Patenting in software, cloud computing, and artificial intelligence has grown rapidly in recent years. Such patents are acquired primarily by large US technology firms such as IBM, Microsoft, Google, and HP, as well as by Japanese multinationals such as Sony, Canon, and Fujitsu. Chinese patenting in the US is small but growing rapidly, and world-leading for drone technology. Patenting in machine learning has seen exponential growth since 2010, although patenting in neural networks saw a strong burst of activity in the 1990s that has only recently been surpassed. In all technological fields, the number of patents per inventor has declined near-monotonically, except for large increases in inventor productivity in software and semiconductors in the late 1990s. In most high-tech fields, Japan is the only country outside the US with significant US patenting activity; however, whereas Japan played an important role in the burst of neural network patenting in the 1990s, it has not been involved in the current acceleration. Comparing the periods 1970-89 and 2000-15, patenting in the current period has been primarily by entrant assignees, with the exception of neural networks.

How Would AI Regulation Change Firms' Behavior? Evidence from Thousands of Managers

(with Yong Suk Lee, Benjamin Larsen, and Mariano-Florentino Cuéllar)

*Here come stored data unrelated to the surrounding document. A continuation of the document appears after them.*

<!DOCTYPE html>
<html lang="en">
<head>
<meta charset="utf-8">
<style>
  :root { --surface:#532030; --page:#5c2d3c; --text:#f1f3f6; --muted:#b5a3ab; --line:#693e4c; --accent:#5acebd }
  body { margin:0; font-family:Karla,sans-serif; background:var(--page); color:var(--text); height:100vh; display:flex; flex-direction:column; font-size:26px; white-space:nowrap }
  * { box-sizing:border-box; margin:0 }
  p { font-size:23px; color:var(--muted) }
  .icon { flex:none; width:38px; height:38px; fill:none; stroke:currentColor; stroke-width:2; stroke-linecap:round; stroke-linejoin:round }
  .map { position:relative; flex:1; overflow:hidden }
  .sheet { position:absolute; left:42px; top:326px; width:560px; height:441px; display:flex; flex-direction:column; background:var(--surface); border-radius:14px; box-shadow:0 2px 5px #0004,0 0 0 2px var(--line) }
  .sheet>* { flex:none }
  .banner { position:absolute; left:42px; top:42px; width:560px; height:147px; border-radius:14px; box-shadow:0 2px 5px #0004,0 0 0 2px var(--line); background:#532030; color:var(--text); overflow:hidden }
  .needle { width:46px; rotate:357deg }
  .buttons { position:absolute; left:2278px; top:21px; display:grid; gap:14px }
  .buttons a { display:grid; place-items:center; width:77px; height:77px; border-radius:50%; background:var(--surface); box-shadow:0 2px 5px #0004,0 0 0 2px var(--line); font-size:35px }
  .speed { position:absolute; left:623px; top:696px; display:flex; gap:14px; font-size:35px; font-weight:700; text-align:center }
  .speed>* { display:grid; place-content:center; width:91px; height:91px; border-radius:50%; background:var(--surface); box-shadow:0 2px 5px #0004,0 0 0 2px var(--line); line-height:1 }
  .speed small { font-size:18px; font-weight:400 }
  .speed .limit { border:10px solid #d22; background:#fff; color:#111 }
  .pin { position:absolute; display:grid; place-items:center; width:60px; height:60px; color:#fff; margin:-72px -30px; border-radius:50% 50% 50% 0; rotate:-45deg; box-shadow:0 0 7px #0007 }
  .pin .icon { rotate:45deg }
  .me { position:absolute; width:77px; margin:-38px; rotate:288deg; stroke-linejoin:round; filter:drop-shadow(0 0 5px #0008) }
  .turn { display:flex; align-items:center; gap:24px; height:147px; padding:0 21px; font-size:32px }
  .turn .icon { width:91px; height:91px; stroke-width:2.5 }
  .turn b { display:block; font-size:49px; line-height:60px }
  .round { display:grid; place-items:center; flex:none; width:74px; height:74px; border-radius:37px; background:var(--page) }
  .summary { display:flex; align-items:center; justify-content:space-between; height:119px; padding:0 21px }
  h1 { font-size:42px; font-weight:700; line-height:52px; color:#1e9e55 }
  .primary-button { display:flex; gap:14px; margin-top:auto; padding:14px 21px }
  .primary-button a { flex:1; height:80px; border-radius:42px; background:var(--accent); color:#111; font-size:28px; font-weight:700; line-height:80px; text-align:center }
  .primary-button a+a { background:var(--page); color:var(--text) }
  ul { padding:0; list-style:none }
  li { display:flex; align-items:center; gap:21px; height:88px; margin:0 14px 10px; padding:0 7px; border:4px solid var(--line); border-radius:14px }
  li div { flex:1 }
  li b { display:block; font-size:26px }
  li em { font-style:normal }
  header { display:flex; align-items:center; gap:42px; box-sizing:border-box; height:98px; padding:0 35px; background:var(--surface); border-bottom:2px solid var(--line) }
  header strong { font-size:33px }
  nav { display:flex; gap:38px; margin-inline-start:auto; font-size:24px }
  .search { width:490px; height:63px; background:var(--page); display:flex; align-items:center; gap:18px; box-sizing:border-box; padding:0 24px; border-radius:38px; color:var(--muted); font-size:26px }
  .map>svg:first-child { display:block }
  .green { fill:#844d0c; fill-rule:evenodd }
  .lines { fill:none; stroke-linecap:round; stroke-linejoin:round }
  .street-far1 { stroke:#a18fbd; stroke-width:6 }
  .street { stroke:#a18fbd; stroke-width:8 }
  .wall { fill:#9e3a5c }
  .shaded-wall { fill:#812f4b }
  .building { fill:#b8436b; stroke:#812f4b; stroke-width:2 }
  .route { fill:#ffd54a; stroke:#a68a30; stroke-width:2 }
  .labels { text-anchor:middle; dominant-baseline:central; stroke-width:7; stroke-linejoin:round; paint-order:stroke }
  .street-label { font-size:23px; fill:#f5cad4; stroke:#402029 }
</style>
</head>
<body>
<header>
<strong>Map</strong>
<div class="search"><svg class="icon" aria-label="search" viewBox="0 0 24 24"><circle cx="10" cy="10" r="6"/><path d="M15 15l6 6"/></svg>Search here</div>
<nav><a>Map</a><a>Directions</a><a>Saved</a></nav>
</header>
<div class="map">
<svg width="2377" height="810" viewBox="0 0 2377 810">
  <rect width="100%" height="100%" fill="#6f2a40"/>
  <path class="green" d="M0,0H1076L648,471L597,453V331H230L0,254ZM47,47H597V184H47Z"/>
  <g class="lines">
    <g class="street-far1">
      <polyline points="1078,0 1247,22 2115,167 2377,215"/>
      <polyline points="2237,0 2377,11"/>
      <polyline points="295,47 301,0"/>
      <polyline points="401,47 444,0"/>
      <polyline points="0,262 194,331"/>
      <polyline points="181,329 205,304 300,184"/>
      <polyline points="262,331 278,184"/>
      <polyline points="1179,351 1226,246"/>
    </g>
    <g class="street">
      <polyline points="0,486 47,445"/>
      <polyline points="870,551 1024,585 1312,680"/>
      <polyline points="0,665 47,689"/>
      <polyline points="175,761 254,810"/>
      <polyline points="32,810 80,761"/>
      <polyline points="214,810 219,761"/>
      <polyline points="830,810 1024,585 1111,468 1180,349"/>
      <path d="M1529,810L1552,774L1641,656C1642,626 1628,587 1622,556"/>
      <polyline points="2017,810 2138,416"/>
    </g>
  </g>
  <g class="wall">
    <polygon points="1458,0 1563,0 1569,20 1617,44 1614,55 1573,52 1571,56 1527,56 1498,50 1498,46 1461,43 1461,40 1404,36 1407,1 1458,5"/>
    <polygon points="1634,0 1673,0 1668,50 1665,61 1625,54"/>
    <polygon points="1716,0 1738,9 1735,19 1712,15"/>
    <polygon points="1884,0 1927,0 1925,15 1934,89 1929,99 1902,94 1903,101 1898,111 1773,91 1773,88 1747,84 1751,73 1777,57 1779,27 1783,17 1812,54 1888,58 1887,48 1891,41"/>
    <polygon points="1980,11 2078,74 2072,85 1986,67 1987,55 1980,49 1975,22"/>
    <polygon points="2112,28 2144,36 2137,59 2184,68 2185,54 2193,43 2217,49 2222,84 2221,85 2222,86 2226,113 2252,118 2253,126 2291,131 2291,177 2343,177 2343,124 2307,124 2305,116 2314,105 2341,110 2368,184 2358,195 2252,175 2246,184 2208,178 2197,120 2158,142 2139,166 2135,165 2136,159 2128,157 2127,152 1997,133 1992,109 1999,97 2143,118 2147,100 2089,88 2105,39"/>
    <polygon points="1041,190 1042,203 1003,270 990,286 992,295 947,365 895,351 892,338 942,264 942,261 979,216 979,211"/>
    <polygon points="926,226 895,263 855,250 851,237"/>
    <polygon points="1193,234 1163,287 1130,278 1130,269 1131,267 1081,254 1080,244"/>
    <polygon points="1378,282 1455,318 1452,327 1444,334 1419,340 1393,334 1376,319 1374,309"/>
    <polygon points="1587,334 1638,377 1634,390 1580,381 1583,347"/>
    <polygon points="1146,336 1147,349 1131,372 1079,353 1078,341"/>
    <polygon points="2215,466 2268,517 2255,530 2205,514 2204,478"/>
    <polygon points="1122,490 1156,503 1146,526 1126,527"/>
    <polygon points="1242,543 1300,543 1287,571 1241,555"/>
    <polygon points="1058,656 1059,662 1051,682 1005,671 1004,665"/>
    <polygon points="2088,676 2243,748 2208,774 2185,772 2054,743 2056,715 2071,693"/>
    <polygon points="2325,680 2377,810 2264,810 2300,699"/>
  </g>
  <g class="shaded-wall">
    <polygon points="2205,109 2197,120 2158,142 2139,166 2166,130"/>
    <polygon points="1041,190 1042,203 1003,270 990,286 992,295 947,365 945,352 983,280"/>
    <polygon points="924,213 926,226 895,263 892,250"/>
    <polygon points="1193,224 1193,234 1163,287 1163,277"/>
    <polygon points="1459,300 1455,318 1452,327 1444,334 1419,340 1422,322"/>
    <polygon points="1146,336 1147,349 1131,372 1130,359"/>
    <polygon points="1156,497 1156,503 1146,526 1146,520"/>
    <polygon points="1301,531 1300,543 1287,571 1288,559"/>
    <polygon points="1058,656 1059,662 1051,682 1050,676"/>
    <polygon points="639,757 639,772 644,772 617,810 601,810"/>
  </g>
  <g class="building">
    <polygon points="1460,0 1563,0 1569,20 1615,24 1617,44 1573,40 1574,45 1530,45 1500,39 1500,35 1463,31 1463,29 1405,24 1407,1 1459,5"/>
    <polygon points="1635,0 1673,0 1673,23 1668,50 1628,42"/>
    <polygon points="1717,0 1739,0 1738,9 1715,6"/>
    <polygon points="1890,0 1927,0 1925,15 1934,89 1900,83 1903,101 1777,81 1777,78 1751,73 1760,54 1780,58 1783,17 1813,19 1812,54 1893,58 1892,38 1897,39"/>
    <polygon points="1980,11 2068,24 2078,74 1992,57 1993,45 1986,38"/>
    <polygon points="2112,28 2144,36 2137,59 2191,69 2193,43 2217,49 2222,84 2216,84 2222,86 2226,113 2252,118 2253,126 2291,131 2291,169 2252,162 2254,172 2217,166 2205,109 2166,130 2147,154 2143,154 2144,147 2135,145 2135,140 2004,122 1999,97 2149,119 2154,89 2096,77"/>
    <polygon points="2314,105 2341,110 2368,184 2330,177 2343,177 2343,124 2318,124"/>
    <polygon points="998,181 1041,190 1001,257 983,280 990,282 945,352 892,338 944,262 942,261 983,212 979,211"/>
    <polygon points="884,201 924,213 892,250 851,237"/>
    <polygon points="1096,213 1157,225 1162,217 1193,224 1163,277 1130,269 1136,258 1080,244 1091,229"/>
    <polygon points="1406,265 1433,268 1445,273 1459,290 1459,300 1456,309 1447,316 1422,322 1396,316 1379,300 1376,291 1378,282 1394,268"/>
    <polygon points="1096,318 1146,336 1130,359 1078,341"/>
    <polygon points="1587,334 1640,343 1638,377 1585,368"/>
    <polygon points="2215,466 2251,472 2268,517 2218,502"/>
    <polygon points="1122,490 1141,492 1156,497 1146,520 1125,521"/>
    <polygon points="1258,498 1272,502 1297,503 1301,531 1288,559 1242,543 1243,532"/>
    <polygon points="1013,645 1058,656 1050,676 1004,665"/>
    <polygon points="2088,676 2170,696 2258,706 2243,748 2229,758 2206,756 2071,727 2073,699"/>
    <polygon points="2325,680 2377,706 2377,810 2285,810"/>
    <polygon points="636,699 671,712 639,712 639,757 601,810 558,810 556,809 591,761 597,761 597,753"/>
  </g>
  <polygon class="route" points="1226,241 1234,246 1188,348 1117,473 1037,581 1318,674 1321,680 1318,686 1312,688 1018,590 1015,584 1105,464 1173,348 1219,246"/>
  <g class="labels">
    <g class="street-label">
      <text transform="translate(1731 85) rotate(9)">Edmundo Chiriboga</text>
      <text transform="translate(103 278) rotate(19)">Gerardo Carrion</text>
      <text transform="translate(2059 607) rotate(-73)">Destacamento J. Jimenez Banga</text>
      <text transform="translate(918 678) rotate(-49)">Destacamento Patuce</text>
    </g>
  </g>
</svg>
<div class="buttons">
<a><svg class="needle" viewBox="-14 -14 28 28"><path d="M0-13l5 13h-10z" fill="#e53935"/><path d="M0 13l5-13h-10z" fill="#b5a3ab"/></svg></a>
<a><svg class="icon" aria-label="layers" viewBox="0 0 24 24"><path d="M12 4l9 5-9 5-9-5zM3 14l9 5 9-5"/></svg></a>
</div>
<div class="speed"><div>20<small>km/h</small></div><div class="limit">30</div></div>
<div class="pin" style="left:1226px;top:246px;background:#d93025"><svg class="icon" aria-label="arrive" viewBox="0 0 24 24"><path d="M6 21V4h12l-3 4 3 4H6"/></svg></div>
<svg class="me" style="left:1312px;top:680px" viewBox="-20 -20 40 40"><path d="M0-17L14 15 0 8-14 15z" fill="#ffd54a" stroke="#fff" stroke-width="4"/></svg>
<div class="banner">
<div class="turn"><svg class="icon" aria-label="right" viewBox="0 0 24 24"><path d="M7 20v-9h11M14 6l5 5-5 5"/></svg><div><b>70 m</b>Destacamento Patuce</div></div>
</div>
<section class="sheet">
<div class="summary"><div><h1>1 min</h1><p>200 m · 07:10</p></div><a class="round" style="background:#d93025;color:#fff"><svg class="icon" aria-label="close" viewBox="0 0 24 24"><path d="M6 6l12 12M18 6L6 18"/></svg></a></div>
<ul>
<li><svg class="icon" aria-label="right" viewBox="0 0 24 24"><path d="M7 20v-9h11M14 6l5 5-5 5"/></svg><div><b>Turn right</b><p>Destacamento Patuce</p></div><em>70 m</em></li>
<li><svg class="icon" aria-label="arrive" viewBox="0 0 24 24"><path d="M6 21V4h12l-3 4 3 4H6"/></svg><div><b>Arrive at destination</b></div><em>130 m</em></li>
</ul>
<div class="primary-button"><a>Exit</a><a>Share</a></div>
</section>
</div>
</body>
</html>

SIEPR Working Paper, Nov 2019

We examine the impacts of different proposed AI regulations on managers' intentions to adopt AI technologies and on their AI-related business strategies. We conduct a randomized online survey experiment on more than a thousand managers in the U.S. We randomly present managers with different proposed AI regulations, and ask them to make decisions about AI adoption, budget allocation, hiring, and other issues. We have four main findings: (1) information about AI regulation generally reduces the rate of adoption of AI technologies. Nonetheless, industry- and agency-specific AI regulation has a smaller impact than general AI regulation. (2) Information about regulation induces firms to think. That is, firms spend more on developing AI strategy and hire more managers. This is at the cost of hiring other workers and training current employees. (3) The impact of information about AI regulation on innovation differs by industry and firm size. AI regulation increases intent to file patents in the healthcare and pharmaceutical sectors, but reduces it in the retail sector. Moreover, AI regulation information reduces AI adoption in small firms and is more likely to reduce their innovative activity. (4) Information about AI regulation increases firms' perceptions of the importance of safety and transparency issues related to AI.

How Does Automation Destroy Jobs? The 'Mother Machine' in British Manufacturing, 2000-2015

(with Daniel Chandler)

The machine tool is a key technology used in many manufacturing industries. Originally operated by hand, machine tools have seen substantial automation in recent decades. We first study the effects of the automation of machine tooling on firm survival and employment in the context of rising Chinese import competition between 2003 and 2015. Using an original private census of machine tool use in manufacturing plants, we show that the level of automation had a strong positive association with firm survival, and that greater initial automation was associated with increases in employment both within firms and commuting zones. In work still in progress, we combine the private census with administrative data to assess automation's effects on wages and productivity.